▸ AIM OF THE EXERCISE
Would you repeat each line below precisely as it stands?

▸ THE DATA
"""
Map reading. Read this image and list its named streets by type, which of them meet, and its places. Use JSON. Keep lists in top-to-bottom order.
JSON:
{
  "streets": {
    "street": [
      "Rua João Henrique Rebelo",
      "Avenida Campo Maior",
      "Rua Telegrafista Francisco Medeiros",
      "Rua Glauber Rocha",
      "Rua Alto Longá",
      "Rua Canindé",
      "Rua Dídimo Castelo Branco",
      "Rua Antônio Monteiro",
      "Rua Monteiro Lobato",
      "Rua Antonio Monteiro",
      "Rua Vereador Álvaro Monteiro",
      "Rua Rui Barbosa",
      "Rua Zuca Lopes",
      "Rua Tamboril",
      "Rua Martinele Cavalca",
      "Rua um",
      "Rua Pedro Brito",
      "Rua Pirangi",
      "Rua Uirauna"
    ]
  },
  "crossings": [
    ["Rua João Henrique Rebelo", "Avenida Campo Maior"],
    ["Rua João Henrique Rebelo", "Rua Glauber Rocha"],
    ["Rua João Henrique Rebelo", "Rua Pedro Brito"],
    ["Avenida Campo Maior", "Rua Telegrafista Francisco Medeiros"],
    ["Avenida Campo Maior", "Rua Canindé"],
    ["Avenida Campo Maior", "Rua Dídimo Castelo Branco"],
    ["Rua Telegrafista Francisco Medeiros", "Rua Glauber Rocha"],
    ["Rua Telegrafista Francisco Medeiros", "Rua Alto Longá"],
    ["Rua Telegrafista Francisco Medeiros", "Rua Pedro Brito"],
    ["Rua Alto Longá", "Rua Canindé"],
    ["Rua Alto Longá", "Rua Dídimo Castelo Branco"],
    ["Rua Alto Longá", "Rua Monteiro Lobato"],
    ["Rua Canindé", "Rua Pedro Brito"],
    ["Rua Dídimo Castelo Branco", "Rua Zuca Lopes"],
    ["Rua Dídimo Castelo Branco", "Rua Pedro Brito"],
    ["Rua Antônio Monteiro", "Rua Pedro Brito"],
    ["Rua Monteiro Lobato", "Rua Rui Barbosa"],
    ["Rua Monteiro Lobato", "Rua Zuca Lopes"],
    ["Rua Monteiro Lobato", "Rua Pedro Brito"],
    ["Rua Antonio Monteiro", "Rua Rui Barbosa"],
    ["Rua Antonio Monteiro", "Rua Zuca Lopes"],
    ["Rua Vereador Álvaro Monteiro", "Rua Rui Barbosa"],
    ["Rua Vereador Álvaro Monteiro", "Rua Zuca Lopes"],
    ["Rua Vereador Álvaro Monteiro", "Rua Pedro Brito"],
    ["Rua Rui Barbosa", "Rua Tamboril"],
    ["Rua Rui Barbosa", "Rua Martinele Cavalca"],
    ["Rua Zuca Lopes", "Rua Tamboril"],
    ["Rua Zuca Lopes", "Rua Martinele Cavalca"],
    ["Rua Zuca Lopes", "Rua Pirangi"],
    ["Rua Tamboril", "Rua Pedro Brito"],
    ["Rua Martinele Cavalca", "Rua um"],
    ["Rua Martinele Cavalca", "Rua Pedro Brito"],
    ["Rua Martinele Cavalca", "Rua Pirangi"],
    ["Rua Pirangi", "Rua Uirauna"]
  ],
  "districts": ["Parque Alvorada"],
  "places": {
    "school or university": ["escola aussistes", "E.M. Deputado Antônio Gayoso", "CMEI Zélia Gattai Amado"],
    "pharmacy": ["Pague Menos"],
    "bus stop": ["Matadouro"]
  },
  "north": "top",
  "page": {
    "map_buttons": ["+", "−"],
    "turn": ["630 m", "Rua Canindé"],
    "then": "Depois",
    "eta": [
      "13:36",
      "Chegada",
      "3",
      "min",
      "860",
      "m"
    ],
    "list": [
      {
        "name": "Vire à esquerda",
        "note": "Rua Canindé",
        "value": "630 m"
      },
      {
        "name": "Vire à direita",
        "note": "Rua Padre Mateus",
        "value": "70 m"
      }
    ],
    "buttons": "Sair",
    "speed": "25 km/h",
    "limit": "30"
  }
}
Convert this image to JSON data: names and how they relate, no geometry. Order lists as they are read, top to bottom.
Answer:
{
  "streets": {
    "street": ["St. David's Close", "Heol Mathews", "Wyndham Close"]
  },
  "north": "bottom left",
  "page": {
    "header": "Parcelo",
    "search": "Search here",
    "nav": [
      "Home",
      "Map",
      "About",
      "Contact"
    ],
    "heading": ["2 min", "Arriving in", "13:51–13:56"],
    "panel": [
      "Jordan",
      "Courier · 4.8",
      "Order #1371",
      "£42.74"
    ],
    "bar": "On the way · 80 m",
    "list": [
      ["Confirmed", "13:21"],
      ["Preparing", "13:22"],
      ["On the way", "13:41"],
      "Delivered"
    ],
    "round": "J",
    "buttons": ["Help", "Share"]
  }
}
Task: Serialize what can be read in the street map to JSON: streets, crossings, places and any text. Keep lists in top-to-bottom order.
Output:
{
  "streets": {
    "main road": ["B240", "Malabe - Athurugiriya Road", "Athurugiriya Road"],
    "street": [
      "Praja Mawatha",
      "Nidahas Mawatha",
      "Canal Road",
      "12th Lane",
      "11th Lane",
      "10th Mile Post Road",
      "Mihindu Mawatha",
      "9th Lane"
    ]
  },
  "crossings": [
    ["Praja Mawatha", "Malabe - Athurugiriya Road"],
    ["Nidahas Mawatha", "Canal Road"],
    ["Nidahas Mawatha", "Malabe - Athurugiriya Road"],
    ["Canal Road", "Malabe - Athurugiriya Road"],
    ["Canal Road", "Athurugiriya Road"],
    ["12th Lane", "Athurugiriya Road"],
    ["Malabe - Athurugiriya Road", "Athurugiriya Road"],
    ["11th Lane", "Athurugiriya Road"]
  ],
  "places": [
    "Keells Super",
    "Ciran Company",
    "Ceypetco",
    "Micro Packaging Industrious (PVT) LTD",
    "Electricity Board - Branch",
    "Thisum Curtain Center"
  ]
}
"""
▸ THE COMPLETED TASK
Map reading. Read this image and list its named streets by type, which of them meet, and its places. Use JSON. Keep lists in top-to-bottom order.
JSON:
{
  "streets": {
    "street": [
      "Rua João Henrique Rebelo",
      "Avenida Campo Maior",
      "Rua Telegrafista Francisco Medeiros",
      "Rua Glauber Rocha",
      "Rua Alto Longá",
      "Rua Canindé",
      "Rua Dídimo Castelo Branco",
      "Rua Antônio Monteiro",
      "Rua Monteiro Lobato",
      "Rua Antonio Monteiro",
      "Rua Vereador Álvaro Monteiro",
      "Rua Rui Barbosa",
      "Rua Zuca Lopes",
      "Rua Tamboril",
      "Rua Martinele Cavalca",
      "Rua um",
      "Rua Pedro Brito",
      "Rua Pirangi",
      "Rua Uirauna"
    ]
  },
  "crossings": [
    ["Rua João Henrique Rebelo", "Avenida Campo Maior"],
    ["Rua João Henrique Rebelo", "Rua Glauber Rocha"],
    ["Rua João Henrique Rebelo", "Rua Pedro Brito"],
    ["Avenida Campo Maior", "Rua Telegrafista Francisco Medeiros"],
    ["Avenida Campo Maior", "Rua Canindé"],
    ["Avenida Campo Maior", "Rua Dídimo Castelo Branco"],
    ["Rua Telegrafista Francisco Medeiros", "Rua Glauber Rocha"],
    ["Rua Telegrafista Francisco Medeiros", "Rua Alto Longá"],
    ["Rua Telegrafista Francisco Medeiros", "Rua Pedro Brito"],
    ["Rua Alto Longá", "Rua Canindé"],
    ["Rua Alto Longá", "Rua Dídimo Castelo Branco"],
    ["Rua Alto Longá", "Rua Monteiro Lobato"],
    ["Rua Canindé", "Rua Pedro Brito"],
    ["Rua Dídimo Castelo Branco", "Rua Zuca Lopes"],
    ["Rua Dídimo Castelo Branco", "Rua Pedro Brito"],
    ["Rua Antônio Monteiro", "Rua Pedro Brito"],
    ["Rua Monteiro Lobato", "Rua Rui Barbosa"],
    ["Rua Monteiro Lobato", "Rua Zuca Lopes"],
    ["Rua Monteiro Lobato", "Rua Pedro Brito"],
    ["Rua Antonio Monteiro", "Rua Rui Barbosa"],
    ["Rua Antonio Monteiro", "Rua Zuca Lopes"],
    ["Rua Vereador Álvaro Monteiro", "Rua Rui Barbosa"],
    ["Rua Vereador Álvaro Monteiro", "Rua Zuca Lopes"],
    ["Rua Vereador Álvaro Monteiro", "Rua Pedro Brito"],
    ["Rua Rui Barbosa", "Rua Tamboril"],
    ["Rua Rui Barbosa", "Rua Martinele Cavalca"],
    ["Rua Zuca Lopes", "Rua Tamboril"],
    ["Rua Zuca Lopes", "Rua Martinele Cavalca"],
    ["Rua Zuca Lopes", "Rua Pirangi"],
    ["Rua Tamboril", "Rua Pedro Brito"],
    ["Rua Martinele Cavalca", "Rua um"],
    ["Rua Martinele Cavalca", "Rua Pedro Brito"],
    ["Rua Martinele Cavalca", "Rua Pirangi"],
    ["Rua Pirangi", "Rua Uirauna"]
  ],
  "districts": ["Parque Alvorada"],
  "places": {
    "school or university": ["escola aussistes", "E.M. Deputado Antônio Gayoso", "CMEI Zélia Gattai Amado"],
    "pharmacy": ["Pague Menos"],
    "bus stop": ["Matadouro"]
  },
  "north": "top",
  "page": {
    "map_buttons": ["+", "−"],
    "turn": ["630 m", "Rua Canindé"],
    "then": "Depois",
    "eta": [
      "13:36",
      "Chegada",
      "3",
      "min",
      "860",
      "m"
    ],
    "list": [
      {
        "name": "Vire à esquerda",
        "note": "Rua Canindé",
        "value": "630 m"
      },
      {
        "name": "Vire à direita",
        "note": "Rua Padre Mateus",
        "value": "70 m"
      }
    ],
    "buttons": "Sair",
    "speed": "25 km/h",
    "limit": "30"
  }
}
Convert this image to JSON data: names and how they relate, no geometry. Order lists as they are read, top to bottom.
Answer:
{
  "streets": {
    "street": ["St. David's Close", "Heol Mathews", "Wyndham Close"]
  },
  "north": "bottom left",
  "page": {
    "header": "Parcelo",
    "search": "Search here",
    "nav": [
      "Home",
      "Map",
      "About",
      "Contact"
    ],
    "heading": ["2 min", "Arriving in", "13:51–13:56"],
    "panel": [
      "Jordan",
      "Courier · 4.8",
      "Order #1371",
      "£42.74"
    ],
    "bar": "On the way · 80 m",
    "list": [
      ["Confirmed", "13:21"],
      ["Preparing", "13:22"],
      ["On the way", "13:41"],
      "Delivered"
    ],
    "round": "J",
    "buttons": ["Help", "Share"]
  }
}
Task: Serialize what can be read in the street map to JSON: streets, crossings, places and any text. Keep lists in top-to-bottom order.
Output:
{
  "streets": {
    "main road": ["B240", "Malabe - Athurugiriya Road", "Athurugiriya Road"],
    "street": [
      "Praja Mawatha",
      "Nidahas Mawatha",
      "Canal Road",
      "12th Lane",
      "11th Lane",
      "10th Mile Post Road",
      "Mihindu Mawatha",
      "9th Lane"
    ]
  },
  "crossings": [
    ["Praja Mawatha", "Malabe - Athurugiriya Road"],
    ["Nidahas Mawatha", "Canal Road"],
    ["Nidahas Mawatha", "Malabe - Athurugiriya Road"],
    ["Canal Road", "Malabe - Athurugiriya Road"],
    ["Canal Road", "Athurugiriya Road"],
    ["12th Lane", "Athurugiriya Road"],
    ["Malabe - Athurugiriya Road", "Athurugiriya Road"],
    ["11th Lane", "Athurugiriya Road"]
  ],
  "places": [
    "Keells Super",
    "Ciran Company",
    "Ceypetco",
    "Micro Packaging Industrious (PVT) LTD",
    "Electricity Board - Branch",
    "Thisum Curtain Center"
  ]
}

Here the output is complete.